Saturday, June 26, 2010

God's Convenience Store... the inconvenient truth

Have you ever played the Lottery? I imagine at some point in life you have, give or take your enthusiasm in such sport. I have discovered that in life, Lottery participation is either more or less depending on how you fall into that play! I understand that it is much like gambling, a quick fix to a waiting for the end of money woes... fixing empty promises. Perhaps for some it is just fun... however I do know that it can be debilitating and dangerous for many. Today's blog is about my need to understand the Lottery culture, if you will... it is one that has perplexed me for some time and one that I cannot ever see me joining. But am I really different in my own need for instant fulfillment?? However intriguing, the quick-fix psychology is making me take a good long look at how we live...

I like to drink a huge fountain diet soda each day. My favorite, when they have it, is Diet Cherry-Vanilla Dr. Pepper otherwise I settle for my Diet Pepsi. Of course, I can fix it anyway I like. Typically for me... lots of ice, to die down the content of carbonation and caffeine, (that's why I need it so large... although my health guru friends often wonder why I drink this chemical concoction, as I eat very good foods all the time). But I know that I can prepare the drink myself, get it to the counter, fork over my $1 or exact change, and hit the road fast to wherever I am headed that day... except when I am usually behind a Lottery player! ugh...

You know this to be true. We have all been there. Me, I think even more. I am as addicted to my fountain soda, I think, as they are to playing the Mega-whatever!

Upon entering the convenience store I case the joint as though I am going to hold it up. I look down aisles, checking for suspicious Lottery frequenters or mere look-a-likes! I usually like seeing some at the counter when I go in. It makes me know that while I am powering up my Dr. Pepper to the brim they are nearly done purchasing their 40 Power ball combinations.

What is a quick pick anyway??? Whatever it is, it isn't very quick- is all I can say!!!

I can hear the requests being made to the clerk from the soda station..."I'll take 2 Baseball somethings, I'll "need" 6 Seasonal tickets.. (I guess if you scratch off enough Christmas presents or Easter baskets you may win a $1 off )... Would it have not been more cost and time effective to just buy your Christmas presents on a budget instead of trying to win them through a 50% chance?

By this time, I feel like this person may be near the end... I have rung up at least $20 in ticket purchases in my head while sipping my Diet waiting in line now to cash out. Could it be possible that this person is ready to go to his car and scratch them off instantly??? Cause I need to be work here pretty soon... Just as the transaction is completed... this machine begins to play a song.... "You're in the money!!" (Personally, The Floyd's cash register sounds in the song Money would be the one I would choose... they should ask you in advance of handing them a winning $1 ticket .. it could make us music people consider playing!
(sshh.. I think I just invented something here!)
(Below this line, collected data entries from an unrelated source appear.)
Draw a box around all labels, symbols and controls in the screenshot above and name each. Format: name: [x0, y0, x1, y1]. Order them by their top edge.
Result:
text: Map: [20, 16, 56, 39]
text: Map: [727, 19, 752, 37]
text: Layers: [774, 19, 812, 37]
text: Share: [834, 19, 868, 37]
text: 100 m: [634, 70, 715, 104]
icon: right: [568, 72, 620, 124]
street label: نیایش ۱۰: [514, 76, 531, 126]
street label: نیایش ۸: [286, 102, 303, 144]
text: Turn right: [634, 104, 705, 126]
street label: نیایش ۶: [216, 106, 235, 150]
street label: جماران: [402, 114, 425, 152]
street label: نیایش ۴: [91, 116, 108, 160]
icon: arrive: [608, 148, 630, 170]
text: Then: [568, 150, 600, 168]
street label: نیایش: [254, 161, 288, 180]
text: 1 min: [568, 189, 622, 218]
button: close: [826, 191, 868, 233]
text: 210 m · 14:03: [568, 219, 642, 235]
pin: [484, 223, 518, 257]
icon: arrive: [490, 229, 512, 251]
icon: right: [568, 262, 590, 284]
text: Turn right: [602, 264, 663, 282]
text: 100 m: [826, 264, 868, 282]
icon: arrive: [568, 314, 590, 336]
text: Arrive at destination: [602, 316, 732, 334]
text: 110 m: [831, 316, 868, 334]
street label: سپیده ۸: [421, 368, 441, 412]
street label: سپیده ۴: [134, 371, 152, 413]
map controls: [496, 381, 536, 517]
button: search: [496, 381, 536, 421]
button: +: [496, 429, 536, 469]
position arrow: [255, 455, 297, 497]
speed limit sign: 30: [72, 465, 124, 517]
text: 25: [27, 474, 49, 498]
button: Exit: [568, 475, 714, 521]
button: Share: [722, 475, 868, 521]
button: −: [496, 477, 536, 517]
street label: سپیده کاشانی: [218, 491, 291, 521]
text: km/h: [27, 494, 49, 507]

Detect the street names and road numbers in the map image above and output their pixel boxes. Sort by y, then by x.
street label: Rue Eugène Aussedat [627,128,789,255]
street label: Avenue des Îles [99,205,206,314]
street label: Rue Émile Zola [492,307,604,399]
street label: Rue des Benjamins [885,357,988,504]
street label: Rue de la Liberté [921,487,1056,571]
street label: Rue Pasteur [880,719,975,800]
Shite... That's a $5 win!!!!... ugh... I close my eyes and know what is coming next, "I'll take...." I look behind me and now see a line wrapped around the store of folks just like me with exact change, a loaf of bread or a complaint that their gas card isn't working right and they to need fuel up to get somewhere quick.

You then see heads drop... sounds of frustration, and me.. I just eyeroll out of my utter fascination and frustration that this sport is so tantalizing for people. My judgement seeps in which is now coupled with anger from being held up, ( a huge pet peeve of mine), and my own angst about what little money I earn... do I really need this $1 Soda pop?? YES I DO!!!!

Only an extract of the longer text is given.